→ INSTRUCTIONS TO FOLLOW:
Please transcribe the data that follows without the pictures, keeping every word the same.

→ INFORMATION SUPPLIED:
------------------------

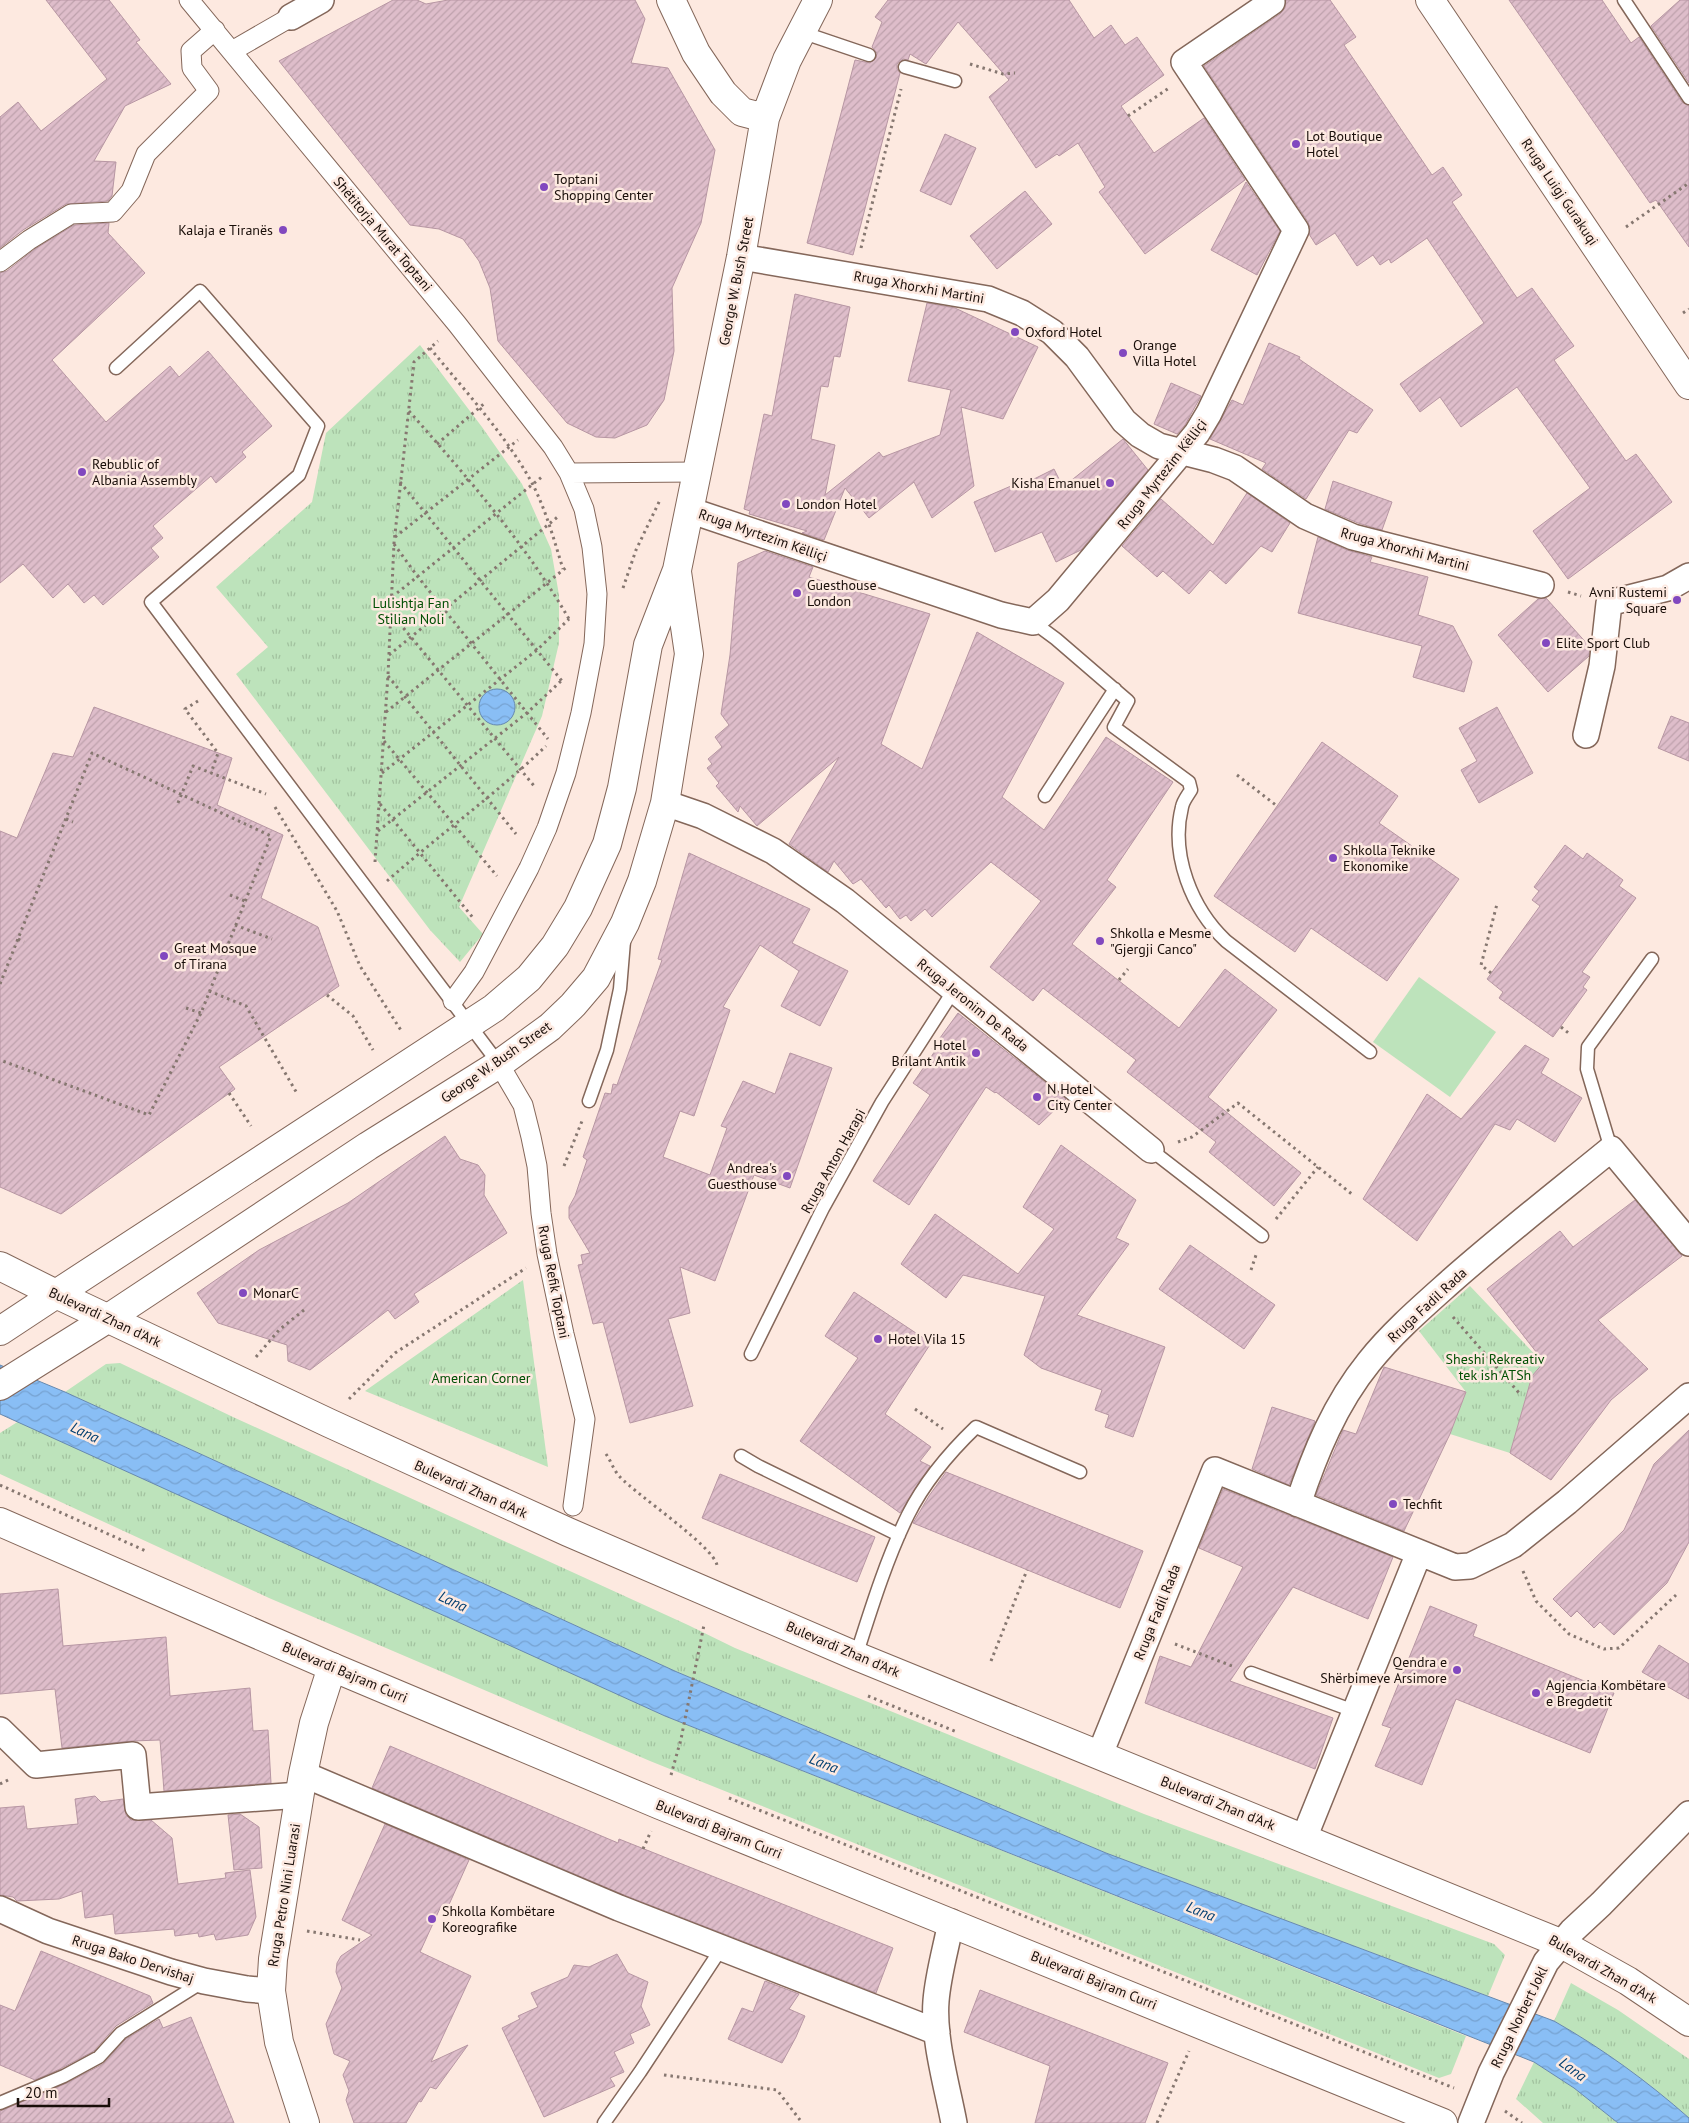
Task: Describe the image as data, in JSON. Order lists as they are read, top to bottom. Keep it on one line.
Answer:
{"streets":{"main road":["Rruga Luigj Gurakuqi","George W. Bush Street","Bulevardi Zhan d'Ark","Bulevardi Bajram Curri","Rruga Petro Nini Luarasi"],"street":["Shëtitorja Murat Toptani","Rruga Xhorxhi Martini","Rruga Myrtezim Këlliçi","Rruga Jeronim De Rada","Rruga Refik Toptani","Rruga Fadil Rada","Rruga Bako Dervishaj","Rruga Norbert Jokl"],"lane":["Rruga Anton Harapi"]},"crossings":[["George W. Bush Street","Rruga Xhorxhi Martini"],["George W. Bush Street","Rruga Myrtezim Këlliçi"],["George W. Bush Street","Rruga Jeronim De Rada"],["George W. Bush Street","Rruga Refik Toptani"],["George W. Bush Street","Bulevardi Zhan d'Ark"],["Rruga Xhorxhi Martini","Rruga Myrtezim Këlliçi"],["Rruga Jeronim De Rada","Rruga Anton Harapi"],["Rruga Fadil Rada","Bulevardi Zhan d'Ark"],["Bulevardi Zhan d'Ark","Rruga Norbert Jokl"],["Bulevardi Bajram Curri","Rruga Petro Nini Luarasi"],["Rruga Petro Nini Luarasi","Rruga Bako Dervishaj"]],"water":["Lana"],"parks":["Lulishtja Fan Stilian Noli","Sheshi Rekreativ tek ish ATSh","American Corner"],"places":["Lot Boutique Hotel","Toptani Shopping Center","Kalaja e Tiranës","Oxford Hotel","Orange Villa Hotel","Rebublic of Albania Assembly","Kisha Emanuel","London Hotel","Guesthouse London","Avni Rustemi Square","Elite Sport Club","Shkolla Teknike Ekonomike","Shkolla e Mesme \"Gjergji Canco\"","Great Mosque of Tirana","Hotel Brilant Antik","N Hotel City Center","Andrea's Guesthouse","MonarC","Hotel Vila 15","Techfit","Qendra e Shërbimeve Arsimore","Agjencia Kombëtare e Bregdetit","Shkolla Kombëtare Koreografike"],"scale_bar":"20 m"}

------------------------

→ TASK RESPONSE:
Task: Describe the image as data, in JSON. Order lists as they are read, top to bottom. Keep it on one line.
Answer:
{"streets":{"main road":["Rruga Luigj Gurakuqi","George W. Bush Street","Bulevardi Zhan d'Ark","Bulevardi Bajram Curri","Rruga Petro Nini Luarasi"],"street":["Shëtitorja Murat Toptani","Rruga Xhorxhi Martini","Rruga Myrtezim Këlliçi","Rruga Jeronim De Rada","Rruga Refik Toptani","Rruga Fadil Rada","Rruga Bako Dervishaj","Rruga Norbert Jokl"],"lane":["Rruga Anton Harapi"]},"crossings":[["George W. Bush Street","Rruga Xhorxhi Martini"],["George W. Bush Street","Rruga Myrtezim Këlliçi"],["George W. Bush Street","Rruga Jeronim De Rada"],["George W. Bush Street","Rruga Refik Toptani"],["George W. Bush Street","Bulevardi Zhan d'Ark"],["Rruga Xhorxhi Martini","Rruga Myrtezim Këlliçi"],["Rruga Jeronim De Rada","Rruga Anton Harapi"],["Rruga Fadil Rada","Bulevardi Zhan d'Ark"],["Bulevardi Zhan d'Ark","Rruga Norbert Jokl"],["Bulevardi Bajram Curri","Rruga Petro Nini Luarasi"],["Rruga Petro Nini Luarasi","Rruga Bako Dervishaj"]],"water":["Lana"],"parks":["Lulishtja Fan Stilian Noli","Sheshi Rekreativ tek ish ATSh","American Corner"],"places":["Lot Boutique Hotel","Toptani Shopping Center","Kalaja e Tiranës","Oxford Hotel","Orange Villa Hotel","Rebublic of Albania Assembly","Kisha Emanuel","London Hotel","Guesthouse London","Avni Rustemi Square","Elite Sport Club","Shkolla Teknike Ekonomike","Shkolla e Mesme \"Gjergji Canco\"","Great Mosque of Tirana","Hotel Brilant Antik","N Hotel City Center","Andrea's Guesthouse","MonarC","Hotel Vila 15","Techfit","Qendra e Shërbimeve Arsimore","Agjencia Kombëtare e Bregdetit","Shkolla Kombëtare Koreografike"],"scale_bar":"20 m"}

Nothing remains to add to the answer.